## About this task
Every record below must be retyped exactly, with the pictures left out.

Start of Information shown

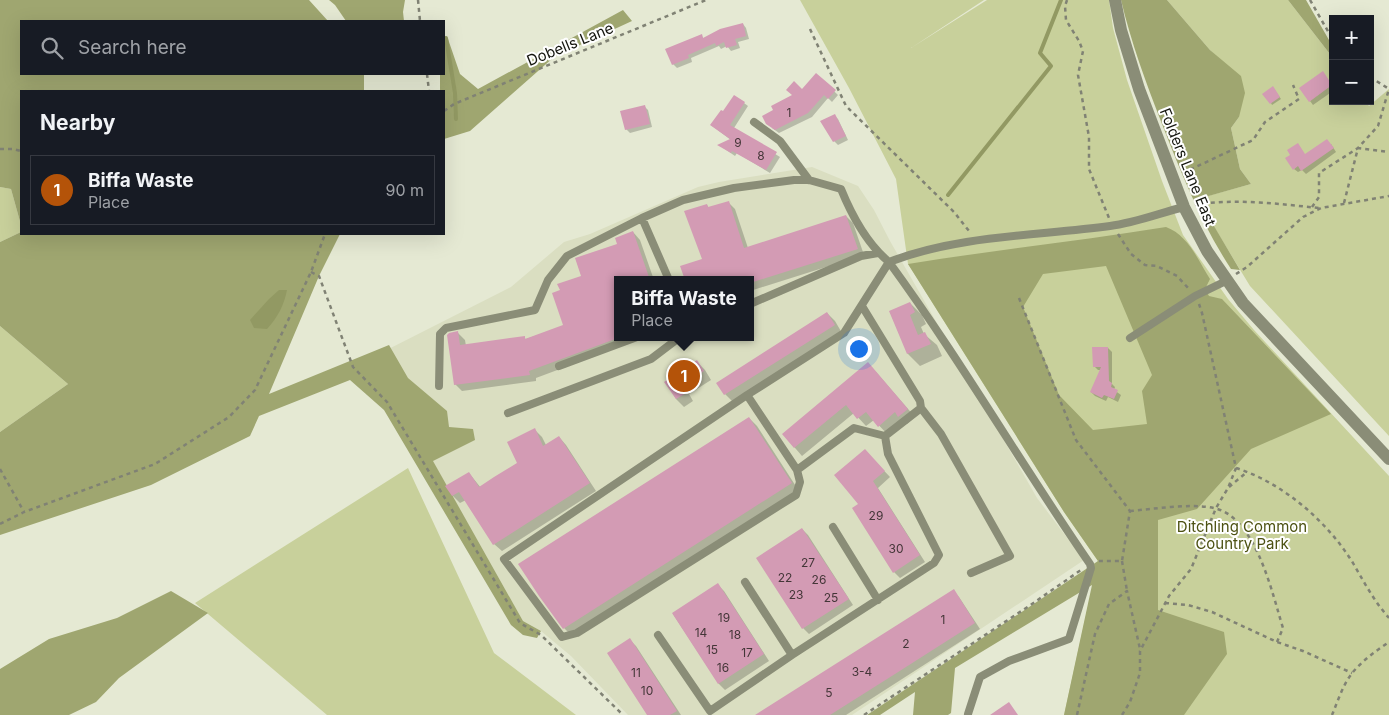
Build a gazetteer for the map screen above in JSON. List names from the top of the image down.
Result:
{
  "streets": {
    "street": ["Folders Lane East"],
    "path": ["Dobells Lane"]
  },
  "parks": ["Ditchling Common Country Park"],
  "house_numbers": [
    "1",
    "9",
    "8",
    "29",
    "30",
    "27",
    "22",
    "26",
    "23",
    "25",
    "19",
    "1",
    "14",
    "18",
    "2",
    "15",
    "17",
    "16",
    "3-4",
    "11",
    "10",
    "5"
  ],
  "page": {
    "map_buttons": ["+", "−"],
    "search": "Search here",
    "heading": "Nearby",
    "list": [
      {
        "mark": "1",
        "name": "Biffa Waste",
        "note": "Place",
        "value": "90 m"
      }
    ],
    "popup": ["Biffa Waste", "Place"],
    "pins": "1"
  }
}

End of Information shown

## Task solution
Build a gazetteer for the map screen above in JSON. List names from the top of the image down.
Result:
{
  "streets": {
    "street": ["Folders Lane East"],
    "path": ["Dobells Lane"]
  },
  "parks": ["Ditchling Common Country Park"],
  "house_numbers": [
    "1",
    "9",
    "8",
    "29",
    "30",
    "27",
    "22",
    "26",
    "23",
    "25",
    "19",
    "1",
    "14",
    "18",
    "2",
    "15",
    "17",
    "16",
    "3-4",
    "11",
    "10",
    "5"
  ],
  "page": {
    "map_buttons": ["+", "−"],
    "search": "Search here",
    "heading": "Nearby",
    "list": [
      {
        "mark": "1",
        "name": "Biffa Waste",
        "note": "Place",
        "value": "90 m"
      }
    ],
    "popup": ["Biffa Waste", "Place"],
    "pins": "1"
  }
}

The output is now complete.